Well, an Ohio Judge is calling them a scam.
Referring to them as “nothing more than high-tech game of 3-card Monty,” Common Pleas Court Judge Robert Ruehlman condemned the cameras in Elmwood Place, a small community of about 2,000 located within the county of Cincinnati, according to the Cincinnati Inquirer.
Since July, when the ordinance to allow cameras took effect, Elmwood place has collected more than $1.5 million in fines from the cameras.
The Cincinnati Enquirer said 13 states, as well as the District of Columbia, have high-speed cameras in operation. And Ohio has 13 jurisdictions that allow them.
In 2011, the city of Baltimore reportedly collected some $36 million from 904,000 tickets issued.
The Ohio village, like most municipalities who use the speed cameras, argue that the devices are for were for safety to slow speeders and not to rake in money. But about half of collections do go to village operations, according to the Cincinnati Enquirer.
The speed cameras have become a topic of national debate with growing complaints ranging from limited if any means of recourse for the public to dispute the citations to faulty systems.
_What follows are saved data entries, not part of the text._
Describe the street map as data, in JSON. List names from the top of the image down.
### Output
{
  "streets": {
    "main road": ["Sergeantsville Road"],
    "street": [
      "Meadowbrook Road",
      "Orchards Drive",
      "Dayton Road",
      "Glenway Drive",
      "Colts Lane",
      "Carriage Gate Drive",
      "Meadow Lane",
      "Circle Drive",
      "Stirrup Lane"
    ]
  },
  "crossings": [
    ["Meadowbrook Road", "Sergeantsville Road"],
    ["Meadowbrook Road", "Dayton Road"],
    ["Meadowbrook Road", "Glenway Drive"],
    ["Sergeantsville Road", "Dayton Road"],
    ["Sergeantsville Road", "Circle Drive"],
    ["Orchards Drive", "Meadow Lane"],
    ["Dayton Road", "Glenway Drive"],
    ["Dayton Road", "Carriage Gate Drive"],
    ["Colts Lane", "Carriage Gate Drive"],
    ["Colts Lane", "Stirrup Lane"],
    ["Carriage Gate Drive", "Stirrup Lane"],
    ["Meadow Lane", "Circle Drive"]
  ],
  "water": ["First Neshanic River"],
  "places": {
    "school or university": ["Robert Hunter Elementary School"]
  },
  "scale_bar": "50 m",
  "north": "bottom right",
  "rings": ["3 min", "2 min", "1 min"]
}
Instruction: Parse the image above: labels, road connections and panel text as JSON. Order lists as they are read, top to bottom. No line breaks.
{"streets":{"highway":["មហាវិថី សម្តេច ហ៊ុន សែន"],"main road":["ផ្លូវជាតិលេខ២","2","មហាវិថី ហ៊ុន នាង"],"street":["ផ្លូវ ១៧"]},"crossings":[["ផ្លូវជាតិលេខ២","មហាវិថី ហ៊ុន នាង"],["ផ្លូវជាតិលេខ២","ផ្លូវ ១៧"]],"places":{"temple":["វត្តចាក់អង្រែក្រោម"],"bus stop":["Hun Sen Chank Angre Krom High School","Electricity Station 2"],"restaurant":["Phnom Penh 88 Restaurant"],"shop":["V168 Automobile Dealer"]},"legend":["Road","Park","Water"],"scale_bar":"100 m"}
A city-wide probe of the cameras in Baltimore initiated by a motorist who was issued a speeding ticket even though his car was stopped at a red light, found that the camera operator had issued tickets wrongly in 5 percent of the cases.
According to reports, a city in southern Maryland was sued for allegedly issuing tickets without a review and letting a speed camera system issue hundreds of inaccurate tickets.
Exactly what impact Judge Ruehlman’s ruling on the speed cameras will have isn’t yet clear, but it definitely fuels the need for a closer look at the devices and the overall process.